Task description
Write out the listing below in its entirety, minus the pictures, without changing a word.

Material provided
◆ ◆ ◆ ◆ ◆

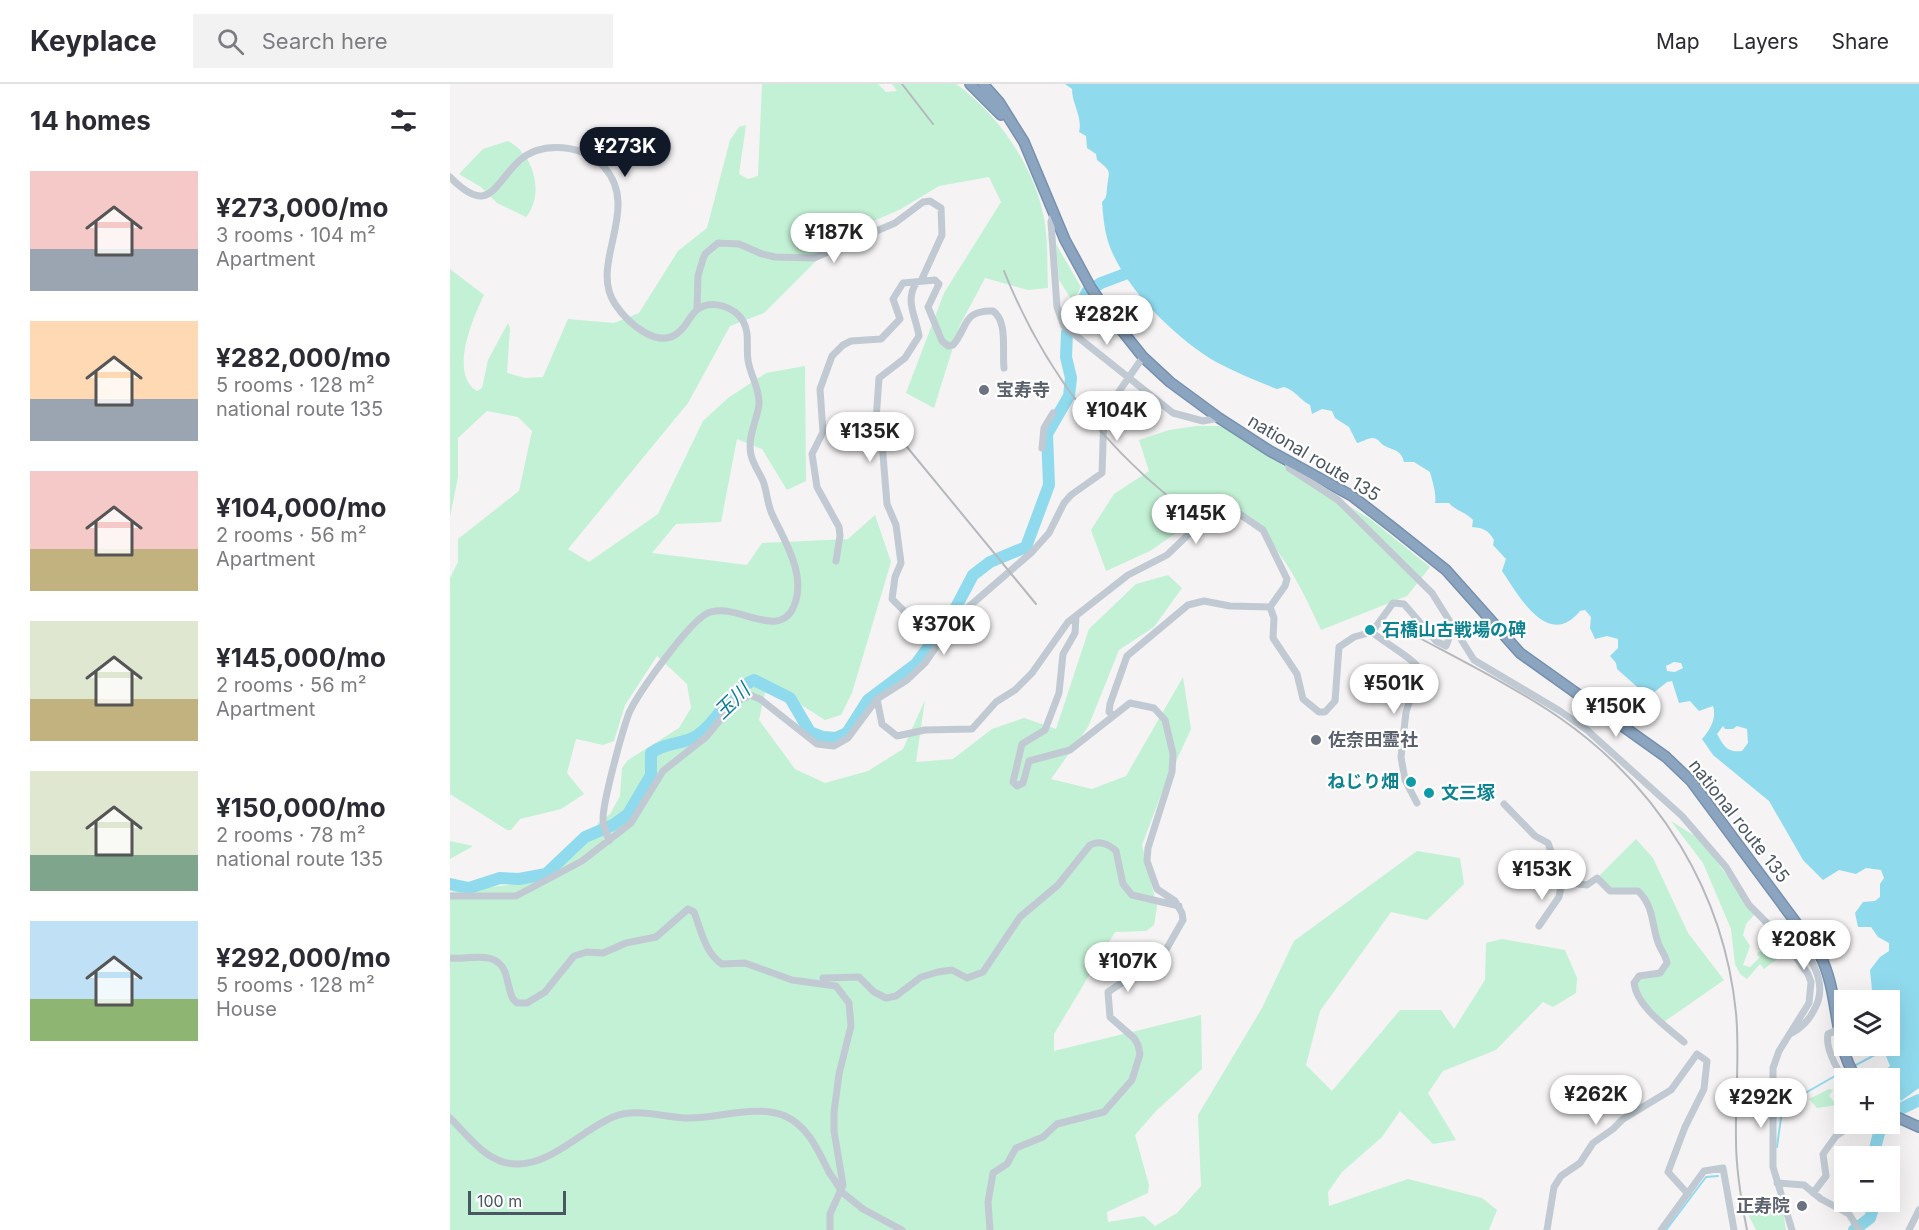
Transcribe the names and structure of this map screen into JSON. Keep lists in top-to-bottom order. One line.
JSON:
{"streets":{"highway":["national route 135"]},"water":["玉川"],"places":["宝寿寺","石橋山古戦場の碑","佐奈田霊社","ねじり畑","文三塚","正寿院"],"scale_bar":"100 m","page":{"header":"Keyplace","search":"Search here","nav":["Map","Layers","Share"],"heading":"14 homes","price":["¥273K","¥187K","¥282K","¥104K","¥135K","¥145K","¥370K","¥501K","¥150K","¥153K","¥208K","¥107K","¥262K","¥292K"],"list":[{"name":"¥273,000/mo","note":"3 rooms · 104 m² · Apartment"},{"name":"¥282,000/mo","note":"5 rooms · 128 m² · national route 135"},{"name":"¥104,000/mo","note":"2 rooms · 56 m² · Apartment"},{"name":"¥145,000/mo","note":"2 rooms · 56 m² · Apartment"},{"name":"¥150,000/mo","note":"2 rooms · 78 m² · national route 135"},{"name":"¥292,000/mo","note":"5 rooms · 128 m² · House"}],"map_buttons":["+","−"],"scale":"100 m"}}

◆ ◆ ◆ ◆ ◆

Solution
Transcribe the names and structure of this map screen into JSON. Keep lists in top-to-bottom order. One line.
JSON:
{"streets":{"highway":["national route 135"]},"water":["玉川"],"places":["宝寿寺","石橋山古戦場の碑","佐奈田霊社","ねじり畑","文三塚","正寿院"],"scale_bar":"100 m","page":{"header":"Keyplace","search":"Search here","nav":["Map","Layers","Share"],"heading":"14 homes","price":["¥273K","¥187K","¥282K","¥104K","¥135K","¥145K","¥370K","¥501K","¥150K","¥153K","¥208K","¥107K","¥262K","¥292K"],"list":[{"name":"¥273,000/mo","note":"3 rooms · 104 m² · Apartment"},{"name":"¥282,000/mo","note":"5 rooms · 128 m² · national route 135"},{"name":"¥104,000/mo","note":"2 rooms · 56 m² · Apartment"},{"name":"¥145,000/mo","note":"2 rooms · 56 m² · Apartment"},{"name":"¥150,000/mo","note":"2 rooms · 78 m² · national route 135"},{"name":"¥292,000/mo","note":"5 rooms · 128 m² · House"}],"map_buttons":["+","−"],"scale":"100 m"}}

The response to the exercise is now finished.